Tiga Benda, Tiga Masa

Ada tiga benda penting dalam hidup saya sampai tulisan ini saya rampungkan: tip ex, mesin tik, dan komputer. Setiapnya mewakili zaman yang berbeda, tentu, berikut dengan kesusahan dan kemudahannya masing-masing.


Tipex
Saya mulai mengenal Tip Ex saat naik kelas III SD, ketika wali kelas saya, mendiang Bu Rosmiaty menuntun kami mengerjakan tugas atau mencatat memakai pulpen. Coret saja satu kali kalau salah tulis, kata Bu Ros. Himbauan Bu Ros muncul gara-gara ia sering mendapati buku tulis yang koyak—gara-gara banyak di antara kami masih memakai ludah buat menghapus kalau keliru menulis. Belakangan, entah siapa yang mulai, kapur tulis kami pakai menimpa tulisan yang salah. Sisa kapur kami ambil dari bawah papan tulis. Buku terlihat lebih bersih dan rapi pakai itu. Dengan begitu, tentu bisa jadi murid kesayangan Bu Ros yang terkenal memang bergaya hidup higienis.

Cara itu tidak bertahan lama. Mendiang Ayah memperkenalkan penghapus tulisan pada saya. Suatu hari di tahun 1987, Ayah meletakkan dua botol kecil berlabel merah dan hijau di atas meja kerjanya. Namanya Tipp Ex, produk Tipp-Ex GmbH & Co., perusahaan asal Jerman. Label di botolnya bergambar jari perempuan yang mengusap kuas cairan ini. Semua toko ATK (alat tulis kantor) menjual tip-eks ini. Wajar bila nama ini lalu melekat untuk segala jenis cairan pengoreksi tulisan. Wikipedia pun menyebut bahwa dalam bahasa Inggris British, ‘tippex’ berarti ‘menghapus’. Tentu saya harus berterima kasih pada seorang perempuan bernama Bette Nesmith Graham atas penemuan hebatnya ini pada pertengahan 1960-an.


Ayah mengatakan, botol merah adalah cairan yang dipakai untuk menghapus kesalahan tulis, persis penghapus di kepala pensil. Tinggal menunggu olesan putih itu mengering, kita bisa menuliskan lagi kata yang salah di atasnya. “Tapi kocok dulu sebelum pakai,” wanti-wanti Ayah. Botol yang di sebelahnya, yang berlabel hijau, berisi pengencer cairan penghapus putih bila mengental atau membeku.

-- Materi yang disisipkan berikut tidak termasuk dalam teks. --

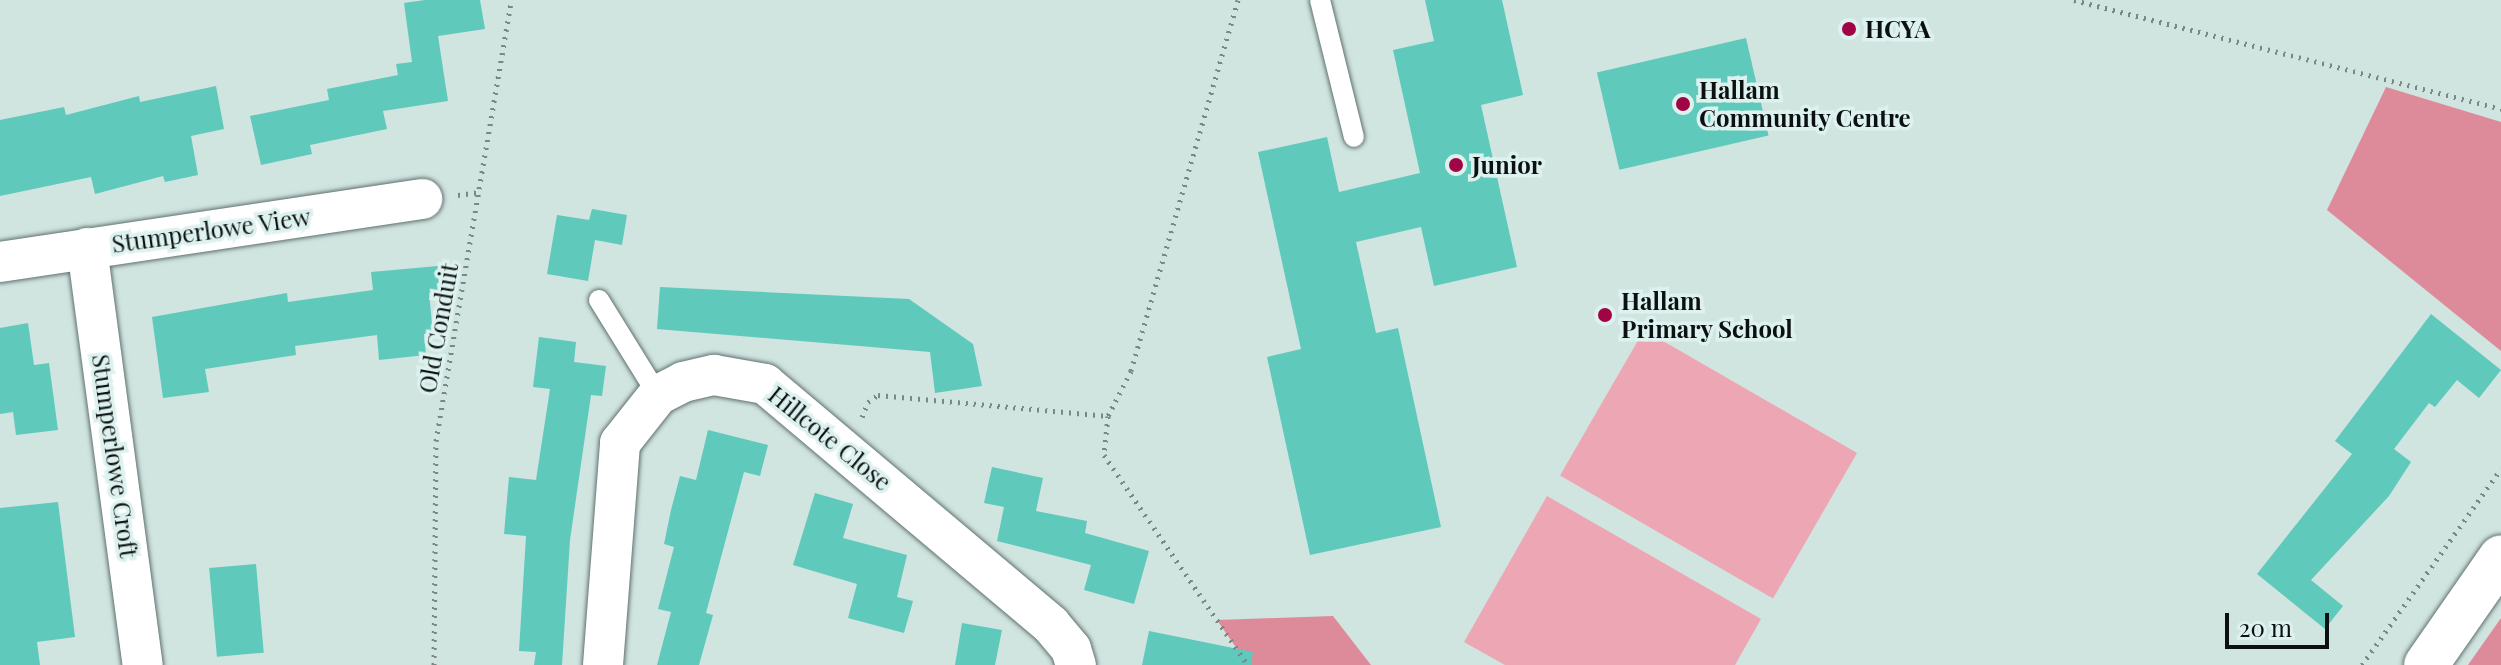 <!DOCTYPE html>
<style>
body{margin:0}
#map{position:relative;width:2501px;height:665px;overflow:hidden;background:#d0e4e0;font-family:"Playfair Display",serif}
div>[style]{position:absolute}
.green>*{inset:0;background:#eda7b4;transform-origin:0 0}
.forest>*{inset:0;background:#dd8b9b}
.building>*{inset:0;background:#5fc9bb;transform-origin:0 0}
.path>*{height:5px;margin-top:-2.5px;transform-origin:0;background:repeating-linear-gradient(90deg,#798785 0 2px,transparent 0 8px)}
.roads{filter:drop-shadow(0 0 2px #60726f) drop-shadow(0 0 2px #60726f)}
.lane>*{height:20px;margin:-10px;padding:0 10px;transform-origin:10px;border-radius:10px;background:#fff}
.street>*{height:40px;margin:-20px;padding:0 20px;transform-origin:20px;border-radius:20px;background:#fff}
.secondary>*{height:44px;margin:-22px;padding:0 22px;transform-origin:22px;border-radius:22px;background:#fff}
.dots>*{width:22px;height:22px;translate:-50% -50%;box-sizing:border-box;border:4px solid #ddf1ee;border-radius:50%}
span{translate:-50% -50%;white-space:nowrap;text-align:center;line-height:1.15;-webkit-text-stroke:7px #ddf1ee;paint-order:stroke}
.poi-label{font-size:24px;color:#0a1110;font-weight:700}
.left{translate:0 -50%;text-align:left}
.street-label{font-size:24px;color:#0a1110}
.scale{position:absolute;left:2225px;top:613px;width:104px;height:36px;box-sizing:border-box;border:4px solid #0a1110;border-top:0;padding-left:10px;font-size:24px;line-height:28px;white-space:nowrap;color:#0a1110;-webkit-text-stroke:6px #ddf1ee;paint-order:stroke}
</style>
<div id="map">
<div class="green">
<div style="left:1644px;top:330px;width:246px;height:168px;rotate:30deg"></div>
<div style="clip-path:polygon(1547px 496px,1761px 619px,1735px 665px,1505px 665px,1464px 642px)"></div>
</div>
<div class="forest">
<div style="clip-path:polygon(2386px 87px,2501px 122px,2501px 351px,2327px 210px)"></div>
<div style="clip-path:polygon(1333px 616px,1371px 665px,1248px 665px,1217px 620px)"></div>
<div style="clip-path:polygon(2501px 618px,2501px 665px,2468px 665px)"></div>
</div>
<div class="building">
<div style="clip-path:polygon(425px 0,480px 0,485px 29px,438px 36px,448px 101px,383px 111px,387px 129px,310px 145px,312px 154px,261px 165px,250px 116px,329px 100px,327px 89px,398px 75px,396px 64px,412px 62px,404px 3px)"></div>
<div style="clip-path:polygon(1425px 0,1502px 0,1523px 95px,1481px 105px,1517px 267px,1434px 286px,1421px 227px,1356px 242px,1376px 333px,1398px 328px,1441px 527px,1310px 555px,1267px 357px,1301px 349px,1258px 152px,1327px 137px,1339px 192px,1420px 173px,1393px 50px,1434px 41px)"></div>
<div style="left:1746px;top:38px;width:100px;height:153px;rotate:77deg"></div>
<div style="clip-path:polygon(216px 86px,224px 129px,191px 136px,198px 175px,165px 182px,163px 176px,95px 194px,91px 177px,0 196px,0 120px,64px 107px,66px 115px,139px 96px,140px 102px)"></div>
<div style="clip-path:polygon(592px 209px,627px 215px,622px 245px,595px 240px,588px 281px,547px 274px,557px 215px,589px 220px)"></div>
<div style="clip-path:polygon(438px 266px,440px 292px,429px 293px,433px 333px,424px 334px,426px 355px,379px 360px,377px 335px,295px 346px,296px 355px,205px 369px,209px 392px,163px 398px,152px 317px,287px 293px,288px 302px,373px 290px,371px 272px)"></div>
<div style="clip-path:polygon(660px 287px,909px 299px,973px 344px,982px 386px,935px 393px,930px 352px,657px 329px)"></div>
<div style="clip-path:polygon(2431px 314px,2501px 370px,2479px 398px,2457px 380px,2435px 407px,2429px 403px,2394px 449px,2411px 462px,2389px 496px,2311px 580px,2343px 606px,2325px 629px,2257px 574px,2352px 454px,2335px 441px)"></div>
<div style="clip-path:polygon(28px 323px,34px 365px,49px 363px,58px 430px,16px 435px,13px 412px,0 414px,0 328px)"></div>
<div style="clip-path:polygon(539px 337px,576px 342px,574px 362px,606px 366px,602px 396px,591px 395px,570px 540px,562px 665px,534px 665px,536px 652px,519px 651px,526px 536px,504px 534px,509px 477px,536px 480px,550px 389px,533px 387px)"></div>
<div style="clip-path:polygon(708px 430px,768px 445px,760px 476px,744px 472px,706px 613px,713px 615px,699px 665px,657px 665px,671px 612px,658px 609px,674px 547px,664px 544px,671px 510px,680px 476px,696px 480px)"></div>
<div style="clip-path:polygon(992px 467px,1043px 478px,1036px 511px,1087px 521px,1085px 533px,1149px 551px,1134px 604px,1084px 590px,1091px 565px,997px 541px,1004px 507px,984px 503px)"></div>
<div style="clip-path:polygon(815px 493px,853px 504px,843px 538px,907px 555px,897px 597px,913px 601px,904px 633px,848px 618px,857px 584px,793px 565px)"></div>
<div style="clip-path:polygon(58px 502px,75px 637px,37px 642px,40px 665px,0 665px,0 508px)"></div>
<div style="left:256px;top:564px;width:89px;height:47px;rotate:85deg"></div>
<div style="clip-path:polygon(962px 623px,1002px 630px,995px 665px,955px 665px)"></div>
<div style="clip-path:polygon(1149px 631px,1253px 652px,1251px 665px,1142px 665px)"></div>
</div>
<div class="path">
<div style="left:1238px;top:0;width:386px;rotate:106.1deg"></div>
<div style="left:1131px;top:371px;width:51px;rotate:117.1deg"></div>
<div style="left:1108px;top:416px;width:39px;rotate:96deg"></div>
<div style="left:1104px;top:455px;width:255px;rotate:55.6deg"></div>
<div style="left:2074px;top:0;width:441px;rotate:14.3deg"></div>
<div style="left:458px;top:195px;width:22px;rotate:-8deg"></div>
<div style="left:862px;top:417px;width:16px;rotate:-68deg"></div>
<div style="left:868px;top:402px;width:12px;rotate:-35deg"></div>
<div style="left:878px;top:395px;width:231px;rotate:5.2deg"></div>
<div style="left:434px;top:665px;width:224px;rotate:-89.5deg"></div>
<div style="left:436px;top:441px;width:447px;rotate:-80.3deg"></div>
<div style="left:2362px;top:665px;width:240px;rotate:-54.7deg"></div>
</div>
<div class="roads">
<div class="lane">
<div style="left:1320px;top:0;width:141px;rotate:76.1deg"></div>
<div style="left:599px;top:300px;width:112px;rotate:58.2deg"></div>
</div>
<div class="street">
<div style="left:87px;top:248px;width:421px;rotate:82.4deg"></div>
<div style="left:0;top:262px;width:427px;rotate:-8.5deg"></div>
<div style="left:603px;top:665px;width:223px;rotate:-85.6deg"></div>
<div style="left:620px;top:443px;width:61px;rotate:-51.6deg"></div>
<div style="left:658px;top:395px;width:28px;rotate:-27deg"></div>
<div style="left:683px;top:382px;width:32px;rotate:-13deg"></div>
<div style="left:714px;top:375px;width:52px;rotate:10deg"></div>
<div style="left:765px;top:384px;width:374px;rotate:40.1deg"></div>
<div style="left:1051px;top:625px;width:31px;rotate:50deg"></div>
<div style="left:1071px;top:649px;width:17px;rotate:73deg"></div>
</div>
<div class="secondary">
<div style="left:2426px;top:665px;width:131px;rotate:-55.2deg"></div>
</div>
</div>
<div class="dots">
<div style="left:1849px;top:29px;background:#a00445"></div>
<div style="left:1683px;top:104px;background:#a00445"></div>
<div style="left:1456px;top:165px;background:#a00445"></div>
<div style="left:1605px;top:315px;background:#a00445"></div>
</div>
<div class="poi-label">
<span class="left" style="left:1865px;top:29px">HCYA</span>
<span class="left" style="left:1699px;top:104px">Hallam<br>Community Centre</span>
<span class="left" style="left:1472px;top:165px">Junior</span>
<span class="left" style="left:1621px;top:315px">Hallam<br>Primary School</span>
</div>
<div class="street-label">
<span style="left:211px;top:230px;rotate:-8deg">Stumperlowe View</span>
<span style="left:438px;top:328px;rotate:-80deg">Old Conduit</span>
<span style="left:830px;top:438px;rotate:39deg">Hillcote Close</span>
<span style="left:115px;top:456px;rotate:82deg">Stumperlowe Croft</span>
</div>
<div class="scale">20 m</div>
</div> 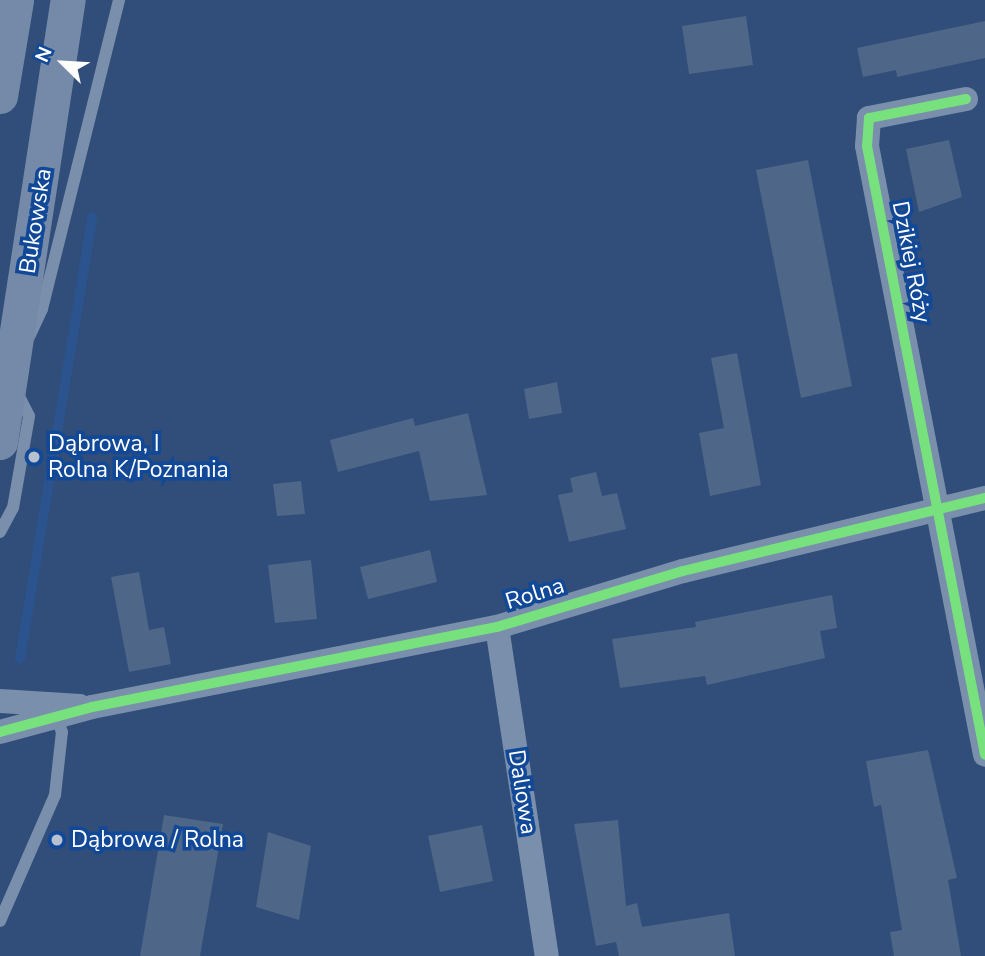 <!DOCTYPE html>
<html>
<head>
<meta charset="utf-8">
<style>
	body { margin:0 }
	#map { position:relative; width:985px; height:956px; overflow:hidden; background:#304e79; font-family:"Nunito Sans",sans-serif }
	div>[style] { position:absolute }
	.stream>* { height:10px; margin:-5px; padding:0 5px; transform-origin:5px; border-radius:5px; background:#2b538d }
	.building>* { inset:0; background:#4e6688 }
	.lane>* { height:12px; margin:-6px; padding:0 6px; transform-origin:6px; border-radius:6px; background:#7a8fab }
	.street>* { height:24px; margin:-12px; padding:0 12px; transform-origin:12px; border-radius:12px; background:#7a8fab }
	.secondary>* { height:35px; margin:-17.5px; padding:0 17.5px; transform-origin:17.5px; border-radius:17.5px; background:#758aa8 }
	.cycleway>* { height:10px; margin:-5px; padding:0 5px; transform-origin:5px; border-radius:5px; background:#77e17e }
	.dots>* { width:19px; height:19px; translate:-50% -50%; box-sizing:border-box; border:4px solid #114998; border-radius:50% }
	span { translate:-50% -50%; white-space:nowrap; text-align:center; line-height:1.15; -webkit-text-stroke:7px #114998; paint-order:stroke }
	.street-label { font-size:23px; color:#fff }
	.poi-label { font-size:23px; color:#fff }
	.left { translate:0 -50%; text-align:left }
	.north { position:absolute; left:28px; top:28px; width:70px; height:70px; -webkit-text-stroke:5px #114998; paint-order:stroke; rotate:294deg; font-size:19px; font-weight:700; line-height:28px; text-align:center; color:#fff }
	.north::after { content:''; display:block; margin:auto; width:24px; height:32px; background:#fff; clip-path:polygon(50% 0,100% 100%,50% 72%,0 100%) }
</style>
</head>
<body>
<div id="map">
	<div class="stream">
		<i style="left:20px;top:659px;width:448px;rotate:-80.7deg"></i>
	</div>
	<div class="building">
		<i style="clip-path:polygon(746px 16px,753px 65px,689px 74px,682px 26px)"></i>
		<i style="clip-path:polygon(985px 21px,985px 58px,897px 77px,896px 70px,863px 77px,857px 48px)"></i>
		<i style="clip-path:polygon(949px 140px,962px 197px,919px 212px,906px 149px)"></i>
		<i style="clip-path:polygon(808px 160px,852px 386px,801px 398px,756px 170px)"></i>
		<i style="clip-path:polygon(737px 353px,761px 485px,710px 496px,699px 433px,724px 428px,711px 358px)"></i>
		<i style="clip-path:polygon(557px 382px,562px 413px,529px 419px,524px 389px)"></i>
		<i style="clip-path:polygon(468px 413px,487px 495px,430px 501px,419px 451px,338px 472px,330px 440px,413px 418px,415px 426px)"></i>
		<i style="clip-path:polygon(596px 472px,602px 496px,617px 493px,626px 529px,569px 542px,558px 495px,573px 492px,570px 478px)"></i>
		<i style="clip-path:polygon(301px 481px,305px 514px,277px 516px,273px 484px)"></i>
		<i style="clip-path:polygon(430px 550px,437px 582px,368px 599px,360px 567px)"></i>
		<i style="clip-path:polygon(311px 560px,317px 619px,275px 623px,268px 565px)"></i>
		<i style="clip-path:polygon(139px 572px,149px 630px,164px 627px,171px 664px,129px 672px,111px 577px)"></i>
		<i style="clip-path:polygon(832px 595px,837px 628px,820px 631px,825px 658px,707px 685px,705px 676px,620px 688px,612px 639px,696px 627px,695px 622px)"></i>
		<i style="clip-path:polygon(928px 750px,957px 878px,948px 880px,961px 956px,894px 956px,890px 932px,902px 930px,881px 805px,874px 807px,866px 761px)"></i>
		<i style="clip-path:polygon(164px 815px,223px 824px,200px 956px,140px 956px)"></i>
		<i style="clip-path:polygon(618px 820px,626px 906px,637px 903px,642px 927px,729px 913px,735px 956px,619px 956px,616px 942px,596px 946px,574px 824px)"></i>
		<i style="clip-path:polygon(482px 825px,493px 881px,440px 892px,428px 836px)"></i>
		<i style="clip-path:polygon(268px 832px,311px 846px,299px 920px,256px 907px)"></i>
	</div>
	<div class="lane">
		<i style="left:29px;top:337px;width:31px;rotate:-65deg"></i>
		<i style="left:42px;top:309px;width:318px;rotate:-76deg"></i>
		<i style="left:0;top:532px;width:27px;rotate:-62deg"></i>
		<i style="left:13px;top:508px;width:93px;rotate:-80.1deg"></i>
		<i style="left:29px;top:416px;width:27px;rotate:-117deg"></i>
		<i style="left:0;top:921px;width:137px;rotate:-66.4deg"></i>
		<i style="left:55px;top:795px;width:63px;rotate:-83.7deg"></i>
		<i style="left:62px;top:732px;width:19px;rotate:-111deg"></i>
	</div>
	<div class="street">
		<i style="left:966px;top:99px;width:99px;rotate:168.9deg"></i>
		<i style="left:869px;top:118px;width:28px;rotate:94deg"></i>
		<i style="left:867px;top:146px;width:620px;rotate:79.03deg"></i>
		<i style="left:497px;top:627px;width:333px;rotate:81.4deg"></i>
		<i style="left:0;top:701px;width:80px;rotate:3.6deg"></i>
		<i style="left:0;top:732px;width:95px;rotate:-15.2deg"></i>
		<i style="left:92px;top:707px;width:413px;rotate:-11.2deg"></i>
		<i style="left:497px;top:627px;width:194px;rotate:-16.8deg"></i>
		<i style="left:683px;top:571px;width:311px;rotate:-13.6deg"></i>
	</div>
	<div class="secondary">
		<i style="left:0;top:96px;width:97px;rotate:-80.5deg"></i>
		<i style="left:0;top:442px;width:447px;rotate:-81.3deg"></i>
	</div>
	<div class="cycleway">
		<i style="left:966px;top:99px;width:99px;rotate:168.9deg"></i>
		<i style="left:869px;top:118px;width:28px;rotate:94deg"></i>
		<i style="left:867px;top:146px;width:620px;rotate:79.03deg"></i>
		<i style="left:0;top:732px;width:95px;rotate:-15.2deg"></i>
		<i style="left:92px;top:707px;width:413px;rotate:-11.2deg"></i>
		<i style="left:497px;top:627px;width:194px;rotate:-16.8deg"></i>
		<i style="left:683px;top:571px;width:311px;rotate:-13.6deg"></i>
	</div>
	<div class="dots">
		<i style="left:34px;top:457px;background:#b7c1d0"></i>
		<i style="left:57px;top:840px;background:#b7c1d0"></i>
	</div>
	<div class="street-label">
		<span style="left:36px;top:221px;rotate:-81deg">Bukowska</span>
		<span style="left:911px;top:262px;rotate:79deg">Dzikiej Róży</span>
		<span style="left:535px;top:594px;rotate:-17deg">Rolna</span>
		<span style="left:522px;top:792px;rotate:81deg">Daliowa</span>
	</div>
	<div class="poi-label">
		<span class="left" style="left:48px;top:457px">Dąbrowa, I<br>Rolna K/Poznania</span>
		<span class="left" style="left:71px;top:840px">Dąbrowa / Rolna</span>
	</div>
	<div class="north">N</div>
</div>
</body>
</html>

Kalau mengocok botol merah dan terasa ringan, terang Ayah, berarti cairannya mengental. Karenanya, saya harus menetesinya cairan bening dari botol hijau lalu mengocoknya agar bisa dipakai lagi.


Mengenal Mesin Tik
Pada masa SMP, tip-ex menjadi barang wajib setiap siswa. Bahkan peruntukkannya tidak hanya di buku tulis. Bangku dan dinding kelas, kantin, dan, tentunya, toilet mulai penuh goresan dan olesan tip-ex. Coretan seperti kian banyak lantaran bentuk tip-ex menyerupai cara kerja pulpen, tidak lagi seperti cat dan kuas yang mengharuskan kita mengoles. Namun terpenting adalah kelas II dan kelas III, mata pelajaran Keterampilan mewajibkan kami belajar mengetik. Sekolah saya menyiapkan ruang kelas khusus berisi 20 mesin tik. Dengan jumlah siswa 40 orang maka praktik berlangsung bergilir tiap 45 menit. Dan tip-ex menjadi benda wajib untuk pelajaran yang diajarkan tiga jam pelajaran selama sepekan.


(Di masa SMP sebenarnya, kami sudah mulai menulisi nama-nama geng yang berada di sekitar rumah masing-masing. Ya, apalagi kalau bukan untuk gagah-gagahan saja. Hal yang sama juga yang saya alami ketika bersekolah di SMA. Coretan nama-nama geng memenuhi di sudut-sudut sekolah. Tentu di masa ini, kadarnya lebih tinggi dibanding masa SMP dulu. Tulisan itu sudah sampai membasuh dinding kantin.)


Istilah ‘komputer’ menghantui hidup saya, terutama menjelang ujian kelulusan SMA. Seluruh lembaran jawaban EBTANAS (Evaluasi Belajar Tahap Akhir Nasional, istilah kala itu) tidak lagi diperiksa manusia, melainkan komputer. Imajinasi yang muncul di kepala saya hanya selembar halaman jawaban yang meluncur dari sebuah mesin yang memindai (scanning) di lubang mana yang mendapat hitaman pensil 2B.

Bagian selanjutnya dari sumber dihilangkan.